■ Work task: A verbatim copy of the data below is the required output.

■ Entries supplied:

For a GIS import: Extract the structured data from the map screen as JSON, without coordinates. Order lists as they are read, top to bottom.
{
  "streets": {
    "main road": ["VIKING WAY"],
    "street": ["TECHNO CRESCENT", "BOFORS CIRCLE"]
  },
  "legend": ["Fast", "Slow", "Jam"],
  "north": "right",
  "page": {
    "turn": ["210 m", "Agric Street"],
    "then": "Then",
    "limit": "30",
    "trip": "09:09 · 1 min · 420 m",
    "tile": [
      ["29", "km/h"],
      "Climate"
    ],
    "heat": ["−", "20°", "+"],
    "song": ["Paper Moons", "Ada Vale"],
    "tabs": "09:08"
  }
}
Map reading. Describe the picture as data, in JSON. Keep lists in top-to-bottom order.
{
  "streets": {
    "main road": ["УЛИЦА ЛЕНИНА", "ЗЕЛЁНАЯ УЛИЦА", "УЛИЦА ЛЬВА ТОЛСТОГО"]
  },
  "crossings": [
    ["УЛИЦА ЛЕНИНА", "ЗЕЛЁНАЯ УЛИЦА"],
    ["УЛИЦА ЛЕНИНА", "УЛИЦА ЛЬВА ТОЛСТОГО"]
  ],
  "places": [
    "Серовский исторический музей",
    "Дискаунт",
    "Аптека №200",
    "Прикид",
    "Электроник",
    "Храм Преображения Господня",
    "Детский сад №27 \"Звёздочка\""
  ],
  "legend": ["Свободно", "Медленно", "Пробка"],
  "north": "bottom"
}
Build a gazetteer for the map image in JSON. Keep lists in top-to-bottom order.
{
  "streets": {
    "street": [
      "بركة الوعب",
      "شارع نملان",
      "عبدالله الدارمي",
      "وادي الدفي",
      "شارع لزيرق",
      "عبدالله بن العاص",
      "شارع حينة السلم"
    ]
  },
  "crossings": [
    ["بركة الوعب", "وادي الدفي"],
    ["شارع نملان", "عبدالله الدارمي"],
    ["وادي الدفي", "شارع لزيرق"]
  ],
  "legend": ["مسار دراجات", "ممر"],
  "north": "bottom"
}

■ Response to the exercise:
For a GIS import: Extract the structured data from the map screen as JSON, without coordinates. Order lists as they are read, top to bottom.
{
  "streets": {
    "main road": ["VIKING WAY"],
    "street": ["TECHNO CRESCENT", "BOFORS CIRCLE"]
  },
  "legend": ["Fast", "Slow", "Jam"],
  "north": "right",
  "page": {
    "turn": ["210 m", "Agric Street"],
    "then": "Then",
    "limit": "30",
    "trip": "09:09 · 1 min · 420 m",
    "tile": [
      ["29", "km/h"],
      "Climate"
    ],
    "heat": ["−", "20°", "+"],
    "song": ["Paper Moons", "Ada Vale"],
    "tabs": "09:08"
  }
}
Map reading. Describe the picture as data, in JSON. Keep lists in top-to-bottom order.
{
  "streets": {
    "main road": ["УЛИЦА ЛЕНИНА", "ЗЕЛЁНАЯ УЛИЦА", "УЛИЦА ЛЬВА ТОЛСТОГО"]
  },
  "crossings": [
    ["УЛИЦА ЛЕНИНА", "ЗЕЛЁНАЯ УЛИЦА"],
    ["УЛИЦА ЛЕНИНА", "УЛИЦА ЛЬВА ТОЛСТОГО"]
  ],
  "places": [
    "Серовский исторический музей",
    "Дискаунт",
    "Аптека №200",
    "Прикид",
    "Электроник",
    "Храм Преображения Господня",
    "Детский сад №27 \"Звёздочка\""
  ],
  "legend": ["Свободно", "Медленно", "Пробка"],
  "north": "bottom"
}
Build a gazetteer for the map image in JSON. Keep lists in top-to-bottom order.
{
  "streets": {
    "street": [
      "بركة الوعب",
      "شارع نملان",
      "عبدالله الدارمي",
      "وادي الدفي",
      "شارع لزيرق",
      "عبدالله بن العاص",
      "شارع حينة السلم"
    ]
  },
  "crossings": [
    ["بركة الوعب", "وادي الدفي"],
    ["شارع نملان", "عبدالله الدارمي"],
    ["وادي الدفي", "شارع لزيرق"]
  ],
  "legend": ["مسار دراجات", "ممر"],
  "north": "bottom"
}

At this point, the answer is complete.